Mitos modelados con arcilla, polvo cósmico abandonado sobre los cabellos, negritud viajera y errante. Viento y fuego, suciedad y proliferación de imágenes y prácticas en indeterminada, en azarosa contaminación y esplendor. Una tierra que roza las pupilas, que nos duele, que nos recuerda la hermandad entre la sangre regada y aquella que hoy irriga nuestro cuerpo; una tierra a veces feliz y capaz de comer maíz bajo los lagos, de embellecer las tristes lágrimas del bosque austral, de anidar en las ásperas cavernas de un desierto increado. Una tierra cuya materialidad impura y degradada respira en cada raíz, penetrando con sus brazos en un cúmulo de raíces inacabables. Pero esta tierra también se permite besar, piel a piel, las manos alfareras de quienes la aman, de quienes la amasan. Es la tierra que oscila en el vientre invertido de la serpiente azteca; la tierra húmeda del Amazonas, la tierra sin tierra de las cimas andinas; y la tierra sobre la cual reverdece, casi al centro sin centro de Verbo América, ese árbol en cruz, ese árbol-cruz que parece invitarnos a digerir la médula de Cristo pero a escupir sus espinas. Una tierra oceánica pero finita, una tierra en reafirmación y sin dudas, como la tangibilidad de los dioses metálicos caídos a sus pies y absorbidos por ella, justamente, tras haber sido puesta en duda, tras haber sido puesta en venta, hasta hoy.

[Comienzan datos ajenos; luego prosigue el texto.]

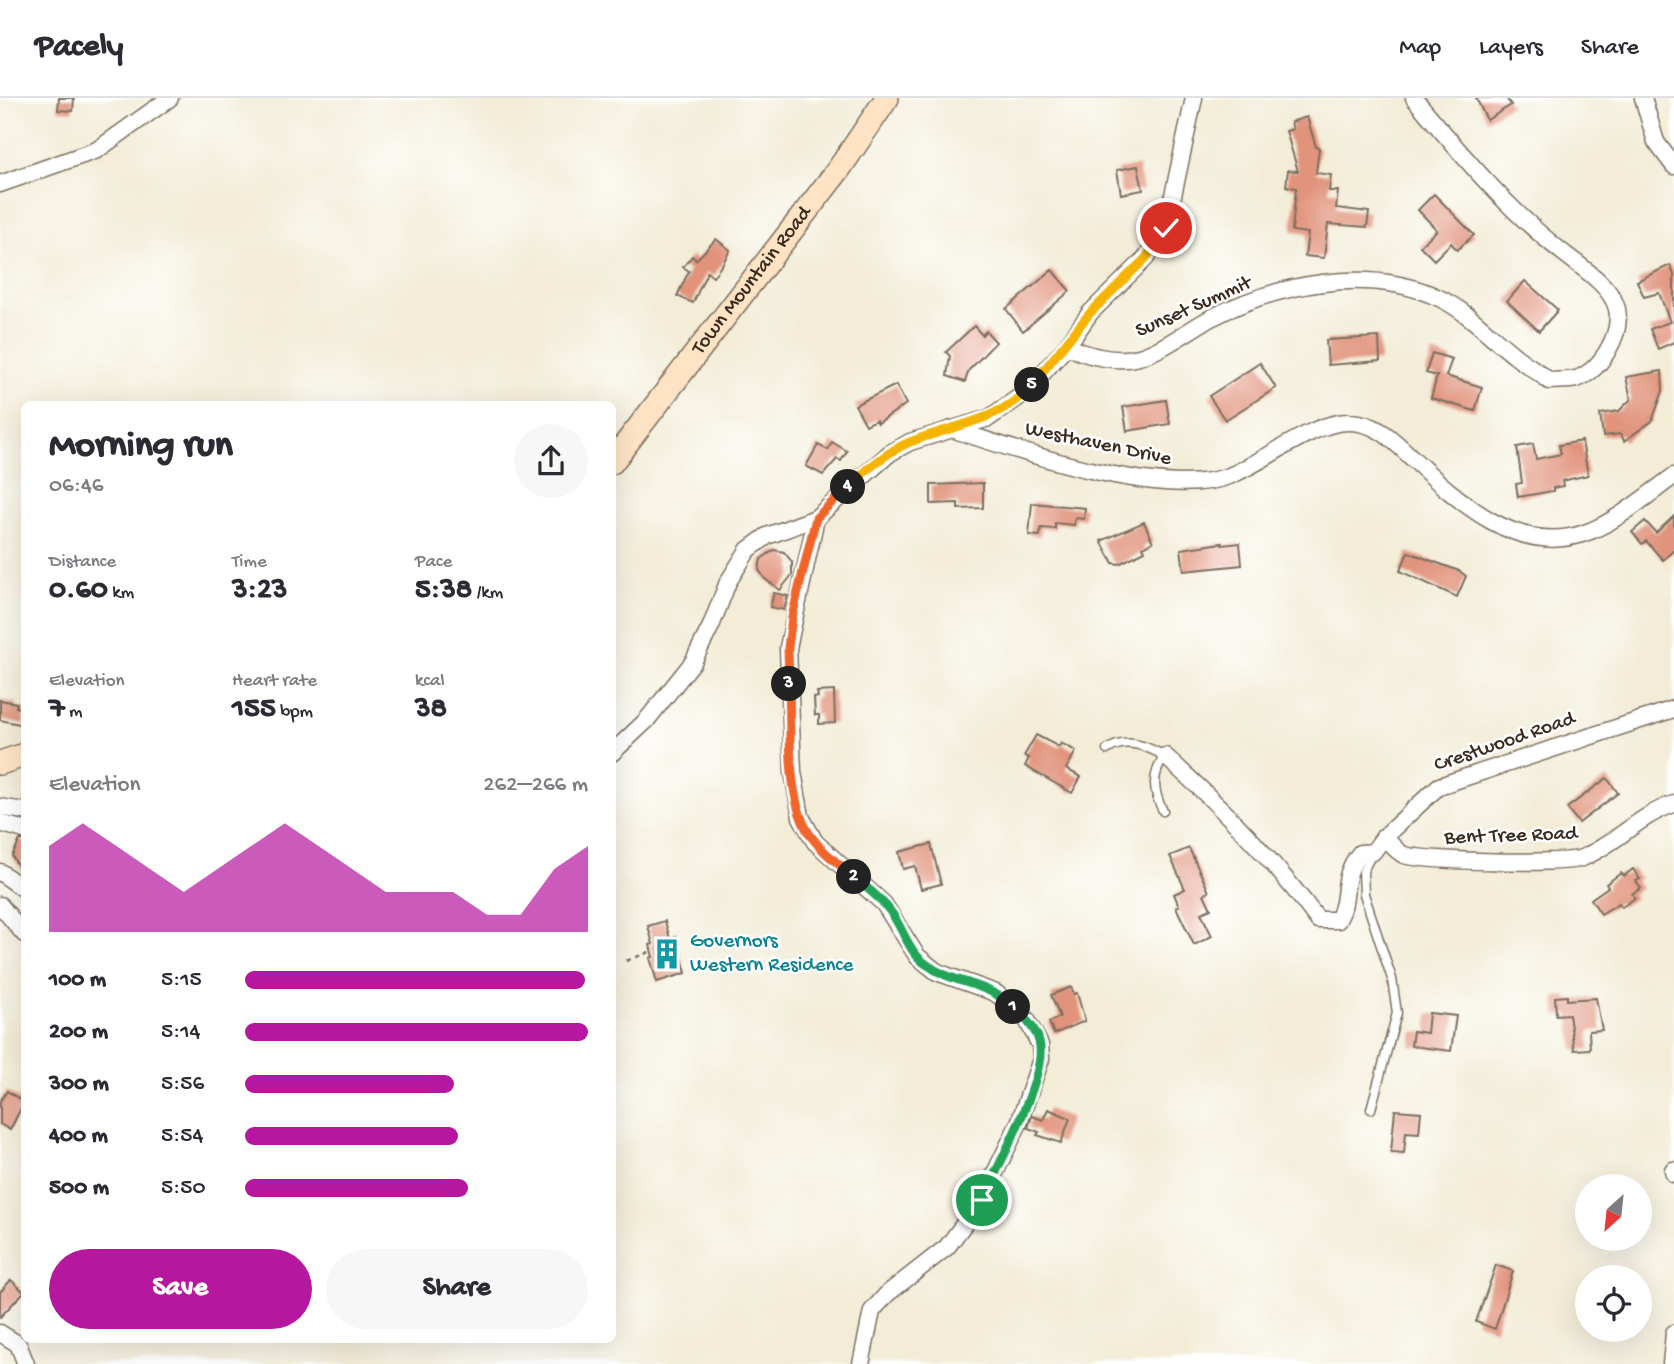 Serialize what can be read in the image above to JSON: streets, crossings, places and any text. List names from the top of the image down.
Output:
{
  "streets": {
    "main road": ["Town Mountain Road"],
    "street": [
      "Sunset Summit",
      "Westhaven Drive",
      "Crestwood Road",
      "Bent Tree Road"
    ]
  },
  "crossings": [
    ["Crestwood Road", "Bent Tree Road"]
  ],
  "places": {
    "building": ["Governors Western Residence"]
  },
  "north": "bottom left",
  "page": {
    "header": "Pacely",
    "nav": ["Map", "Layers", "Share"],
    "pins": [
      "5",
      "4",
      "3",
      "2",
      "1"
    ],
    "heading": ["Morning run", "06:46"],
    "stats": [
      ["Distance", "0.60 km"],
      ["Time", "3:23"],
      ["Pace", "5:38 /km"],
      ["Elevation", "7 m"],
      ["Heart rate", "155 bpm"],
      ["kcal", "38"]
    ],
    "chart": ["Elevation", "262–266 m"],
    "list": [
      {
        "name": "100 m",
        "note": "5:15"
      },
      {
        "name": "200 m",
        "note": "5:14"
      },
      {
        "name": "300 m",
        "note": "5:56"
      },
      {
        "name": "400 m",
        "note": "5:54"
      },
      {
        "name": "500 m",
        "note": "5:50"
      }
    ],
    "buttons": ["Save", "Share"]
  }
}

Exenta de totalidad y afanes de conquista, la tierra americana, contra toda su historia, parece desearse a sí misma sin acumulación ni explotación, abrazada por el océano y el universo, palpitando en la abertura doliente y mágica de este Verbo América. Verbo inconjugable que, de llegar a conjugarse, sólo podrá hacerse en con-vivencia con todos los pueblos oprimidos: en el acto de levantar la cabeza y mirar lo otro en lo mismo: la “potencia común” que prima por sobre la “cuestión pública”, el con-vivir bastardo capaz de dinamizar cualquier arquitectura republicana.